Collection entries
Segment Open

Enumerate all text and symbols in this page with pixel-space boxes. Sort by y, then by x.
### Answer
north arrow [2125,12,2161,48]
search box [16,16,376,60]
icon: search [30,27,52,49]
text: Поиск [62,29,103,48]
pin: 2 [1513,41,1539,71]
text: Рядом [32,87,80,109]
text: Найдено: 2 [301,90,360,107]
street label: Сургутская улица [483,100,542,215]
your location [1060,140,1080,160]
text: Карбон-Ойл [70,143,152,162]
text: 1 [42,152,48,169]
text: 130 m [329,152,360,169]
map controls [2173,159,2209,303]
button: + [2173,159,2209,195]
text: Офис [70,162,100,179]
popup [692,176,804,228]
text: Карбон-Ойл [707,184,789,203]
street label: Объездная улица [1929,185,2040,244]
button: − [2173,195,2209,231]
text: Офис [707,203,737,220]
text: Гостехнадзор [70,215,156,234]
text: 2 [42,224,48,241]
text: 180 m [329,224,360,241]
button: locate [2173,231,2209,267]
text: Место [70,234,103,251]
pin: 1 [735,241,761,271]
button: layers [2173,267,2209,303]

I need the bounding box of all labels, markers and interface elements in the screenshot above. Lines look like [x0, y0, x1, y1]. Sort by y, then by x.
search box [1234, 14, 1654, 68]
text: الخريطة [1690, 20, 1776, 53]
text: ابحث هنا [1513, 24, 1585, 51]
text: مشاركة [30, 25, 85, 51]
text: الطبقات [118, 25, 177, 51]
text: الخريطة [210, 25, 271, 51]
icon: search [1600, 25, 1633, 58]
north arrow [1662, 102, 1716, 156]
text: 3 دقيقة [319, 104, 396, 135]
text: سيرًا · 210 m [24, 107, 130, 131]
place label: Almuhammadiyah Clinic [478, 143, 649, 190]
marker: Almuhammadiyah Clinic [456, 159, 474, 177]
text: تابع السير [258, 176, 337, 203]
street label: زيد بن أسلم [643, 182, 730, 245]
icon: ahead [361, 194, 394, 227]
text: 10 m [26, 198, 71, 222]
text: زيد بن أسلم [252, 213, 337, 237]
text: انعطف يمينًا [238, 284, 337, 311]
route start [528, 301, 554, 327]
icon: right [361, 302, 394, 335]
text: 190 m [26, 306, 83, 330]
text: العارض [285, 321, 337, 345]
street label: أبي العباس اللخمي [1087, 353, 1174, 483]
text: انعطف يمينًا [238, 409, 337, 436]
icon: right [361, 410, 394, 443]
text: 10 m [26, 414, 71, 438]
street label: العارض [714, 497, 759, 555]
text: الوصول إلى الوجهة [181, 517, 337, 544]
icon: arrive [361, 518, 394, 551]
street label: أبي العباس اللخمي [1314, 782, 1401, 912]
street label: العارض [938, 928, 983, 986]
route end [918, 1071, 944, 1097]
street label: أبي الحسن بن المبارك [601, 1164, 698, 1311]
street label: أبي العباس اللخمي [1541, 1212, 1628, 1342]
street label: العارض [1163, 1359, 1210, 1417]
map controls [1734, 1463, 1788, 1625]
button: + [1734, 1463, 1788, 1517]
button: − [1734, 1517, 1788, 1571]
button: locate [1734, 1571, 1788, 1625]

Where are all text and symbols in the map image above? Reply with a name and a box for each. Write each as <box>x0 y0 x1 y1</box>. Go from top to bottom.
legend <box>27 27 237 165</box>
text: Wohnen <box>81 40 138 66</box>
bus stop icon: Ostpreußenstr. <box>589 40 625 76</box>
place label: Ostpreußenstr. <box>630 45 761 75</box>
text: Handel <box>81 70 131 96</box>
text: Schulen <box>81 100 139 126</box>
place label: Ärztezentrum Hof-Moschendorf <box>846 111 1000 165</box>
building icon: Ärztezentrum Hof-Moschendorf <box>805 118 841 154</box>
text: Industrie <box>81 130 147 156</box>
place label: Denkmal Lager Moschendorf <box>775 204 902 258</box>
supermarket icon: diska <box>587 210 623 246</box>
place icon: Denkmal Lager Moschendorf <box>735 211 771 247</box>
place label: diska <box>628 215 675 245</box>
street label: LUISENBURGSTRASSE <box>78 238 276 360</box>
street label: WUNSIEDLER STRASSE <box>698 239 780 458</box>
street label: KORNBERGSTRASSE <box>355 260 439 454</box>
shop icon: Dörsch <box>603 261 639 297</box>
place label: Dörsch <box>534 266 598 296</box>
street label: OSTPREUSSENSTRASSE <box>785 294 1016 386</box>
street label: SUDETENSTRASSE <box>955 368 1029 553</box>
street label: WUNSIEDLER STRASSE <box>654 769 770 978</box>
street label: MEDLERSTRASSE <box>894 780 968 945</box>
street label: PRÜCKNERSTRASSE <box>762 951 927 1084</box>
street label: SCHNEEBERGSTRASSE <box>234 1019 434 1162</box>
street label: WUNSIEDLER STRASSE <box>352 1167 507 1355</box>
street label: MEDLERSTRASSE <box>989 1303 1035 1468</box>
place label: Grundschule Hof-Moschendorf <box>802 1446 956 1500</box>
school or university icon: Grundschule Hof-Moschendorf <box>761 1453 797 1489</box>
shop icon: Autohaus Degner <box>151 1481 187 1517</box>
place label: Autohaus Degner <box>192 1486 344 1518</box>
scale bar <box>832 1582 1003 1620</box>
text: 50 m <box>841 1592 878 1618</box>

Segment Closed

== Work item ==
Find the lines in the data that include "controls", then copy each of them.

== Written answer ==
map controls [2173,159,2209,303]
map controls [1734, 1463, 1788, 1625]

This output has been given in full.